Apparently, Meister Eckhart’s orthodoxy was held in question during his lifetime by the authorities.  Eckhart died before the conclusion of the case against him and his teachings.  However, when Pope John XXII issued the papal bull almost a year after his death, it was found that Eckhart had recanted everything that he was accused of falsely teaching and he was not condemned as being heretical. 

Mystics have long been known to suffer for their beliefs.  Like prophets, mystics are often not appreciated in their own home, and in their own time.  But if their truths have stood the test of time, it often vindicates them. 

I strongly believe that Eckhart’s teaching that God is at our deepest being is something that we all need to contemplate regularly if we truly want to change our lives and live not for ourselves but for a greater cause.  And there is no greater cause than God. 


  1. "One of those truisms is that the deepest part of us is God"

    A gnawing hunger to seek silence and solitude led me to search for this 'missing link' in my Catholic faith a decade back for I just could not comprehend how there was no meditative/contemplative aspect in so rich a Faith as ours . That was the time ,the Prayer of Quiet or Christian Meditation as taught by Fr John Main found me. It was then that I was introduced to Meister Eckhart - the Catholic theologian, psychologist,mystic, poet and a radical of his time whose teachings like you said - "speak an abiding truth,....just as applicable now as they were, more than a thousand years ago."-

    For example he said, "Love knows nothing of sin - not that man has not sinned - but sins are blotted out at once by love and they vanish as if they had not been. This is because whatever God does he does completely like the cup running over. Whom he forgives, he forgives utterly and at once" - are among some of the reasons he has a large following among the contemplative community. Doesn't that echo back profoundly, the words of Jesus?
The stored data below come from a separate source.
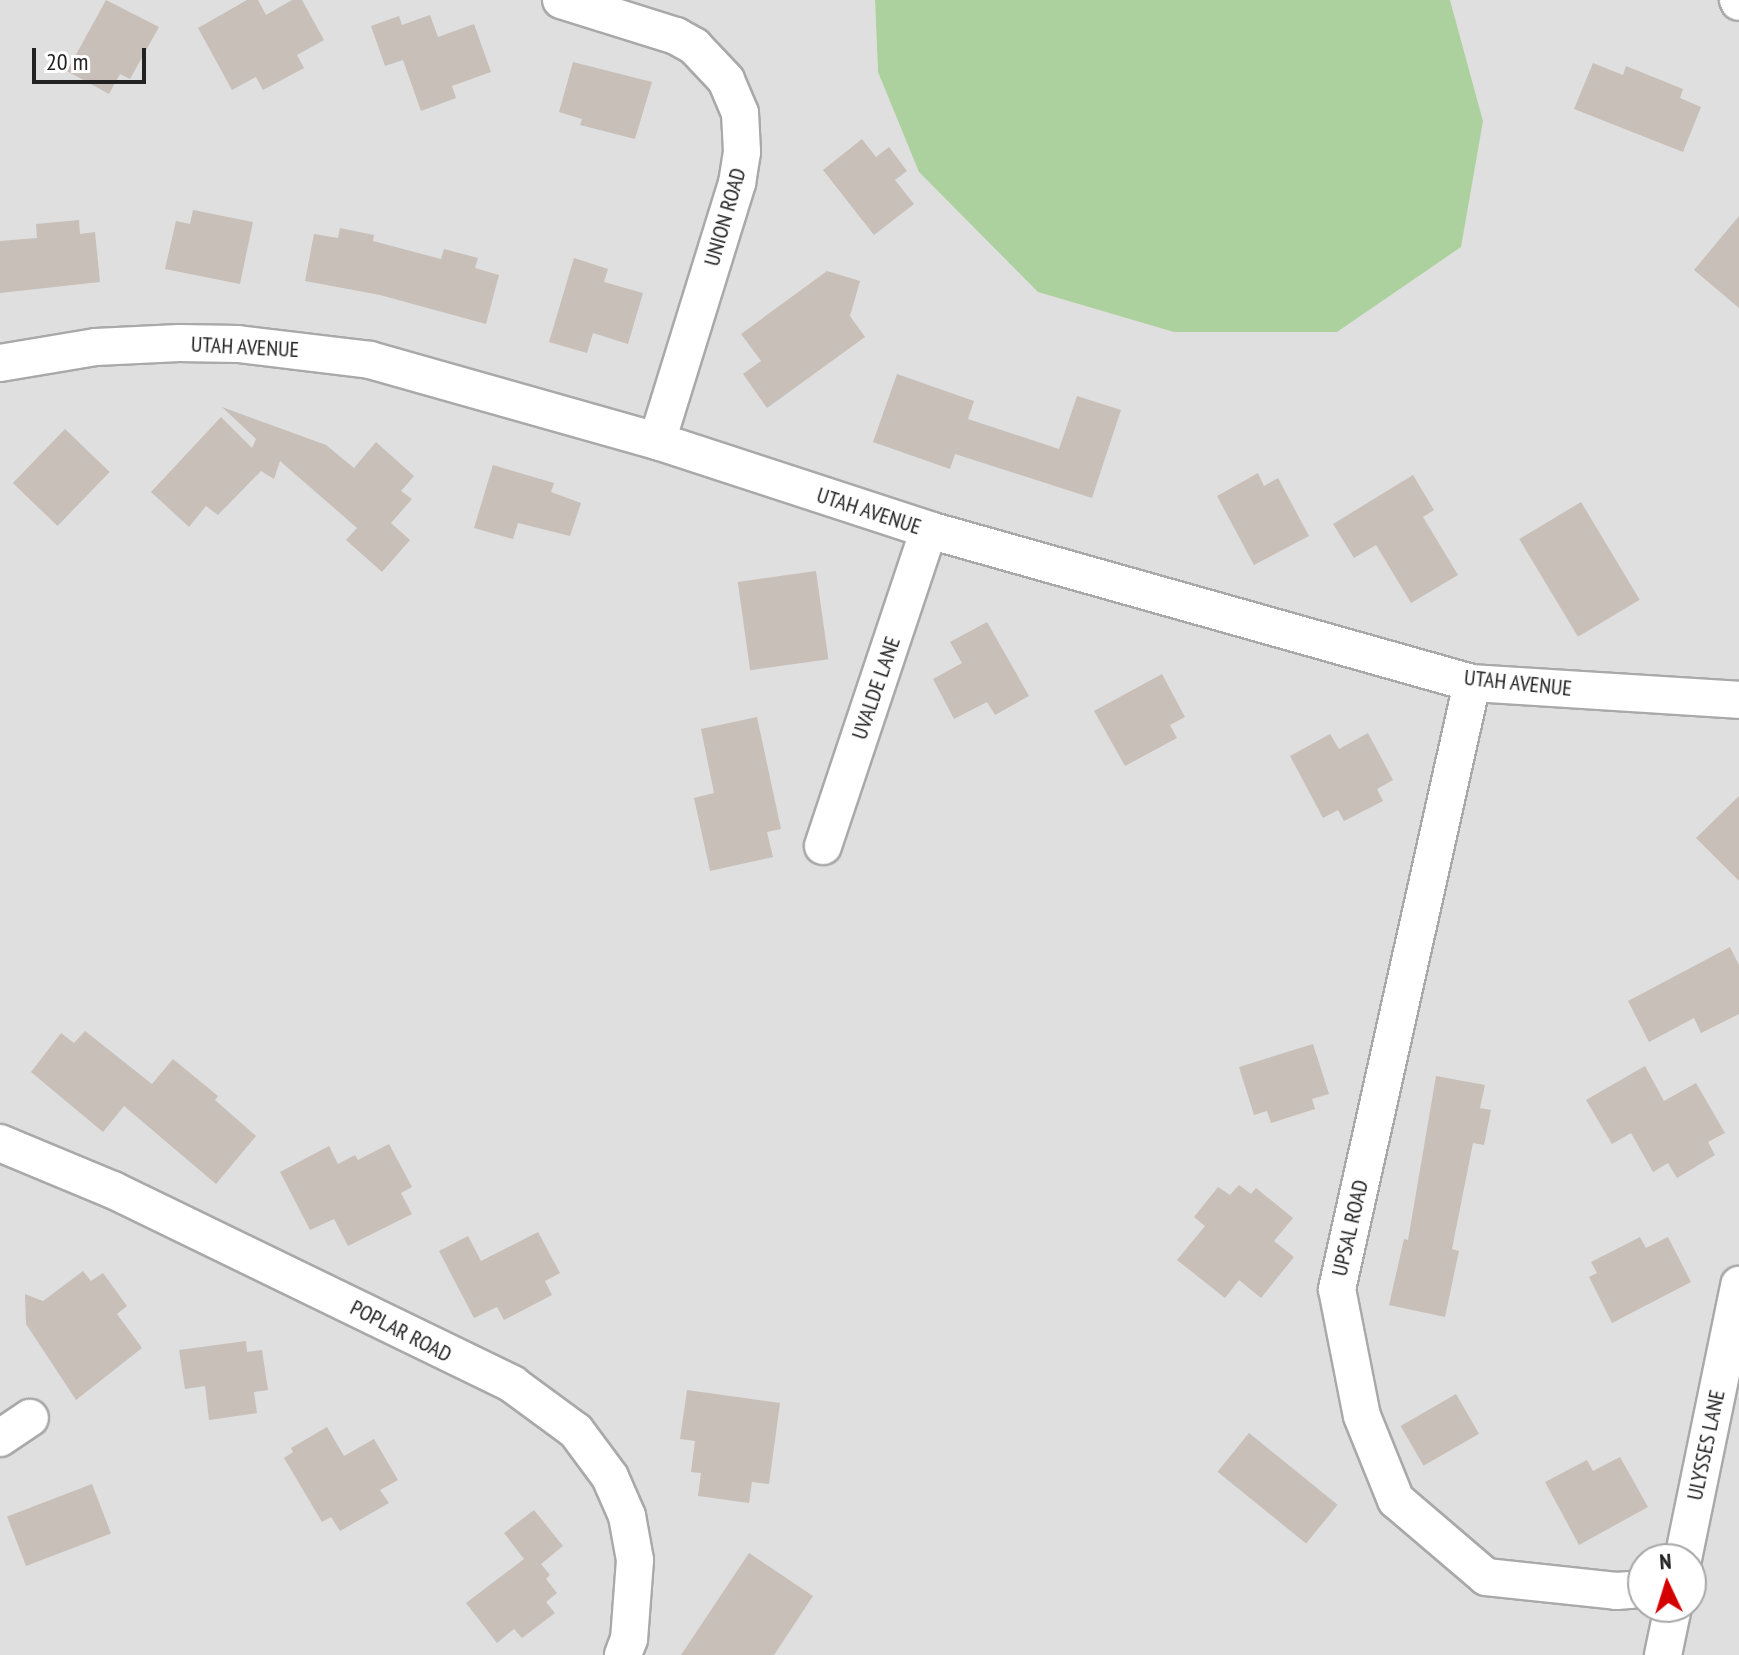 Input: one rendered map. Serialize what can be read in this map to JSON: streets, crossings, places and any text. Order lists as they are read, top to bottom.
{
  "streets": {
    "street": [
      "UNION ROAD",
      "UTAH AVENUE",
      "UVALDE LANE",
      "UPSAL ROAD",
      "POPLAR ROAD",
      "ULYSSES LANE"
    ]
  },
  "crossings": [
    ["UNION ROAD", "UTAH AVENUE"],
    ["UTAH AVENUE", "UVALDE LANE"],
    ["UTAH AVENUE", "UPSAL ROAD"]
  ],
  "scale_bar": "20 m",
  "north": "top"
} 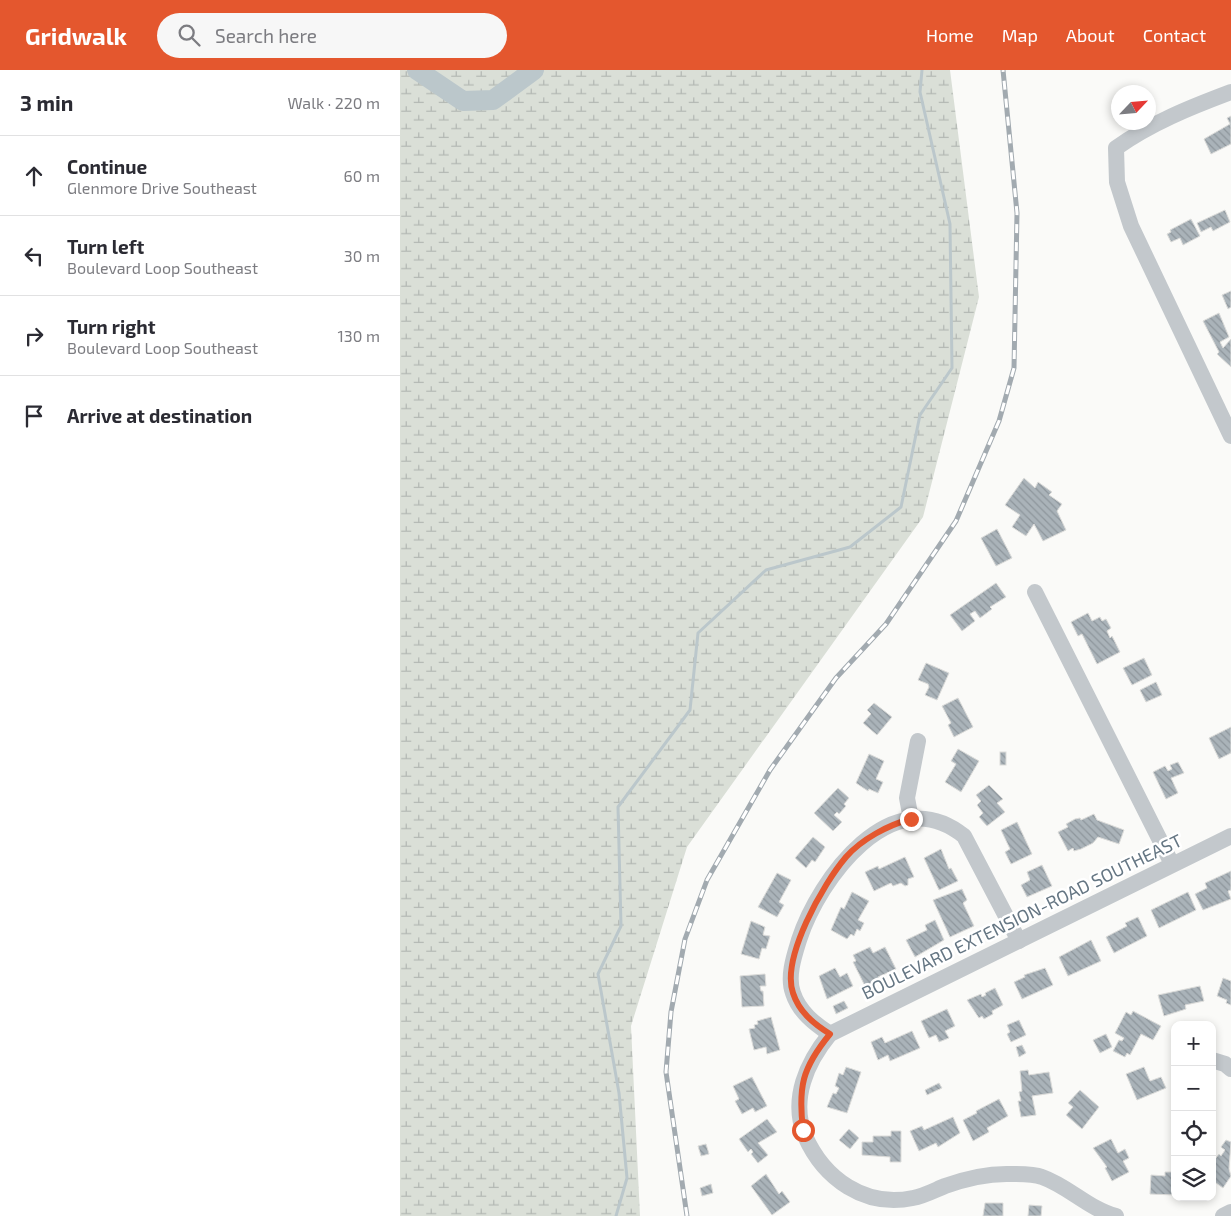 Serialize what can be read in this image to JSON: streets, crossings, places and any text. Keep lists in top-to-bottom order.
{
  "streets": {
    "street": ["BOULEVARD EXTENSION-ROAD SOUTHEAST"]
  },
  "north": "top right",
  "page": {
    "header": "Gridwalk",
    "search": "Search here",
    "nav": [
      "Home",
      "Map",
      "About",
      "Contact"
    ],
    "heading": ["3 min", "Walk · 220 m"],
    "list": [
      ["Continue", "Glenmore Drive Southeast", "60 m"],
      ["Turn left", "Boulevard Loop Southeast", "30 m"],
      ["Turn right", "Boulevard Loop Southeast", "130 m"],
      "Arrive at destination"
    ],
    "map_buttons": ["+", "−"]
  }
}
    What made me interested in him was that he believed that in every soul is the Divine Spirit Itself or as you put it - "....that the deepest part of us is God." And so that perhaps explains why one sometimes crave for aloneness, a that "deep can call on deep"...........a time of soliloquy ?

    When one is made conscious of this in-dwelling of the Holy Spirit, (like you said, ) - one is truly liberated or 'un-chained' especially from fear of the unknown and I would say that perhaps it is the spirit of Hope that has been ignited once we recognise we have the divine in our core or centre of our being that gives us this grace to plough through the storms and tempest of life.

    Thank you Fr for sharing this intriguing topic.
    God bless u.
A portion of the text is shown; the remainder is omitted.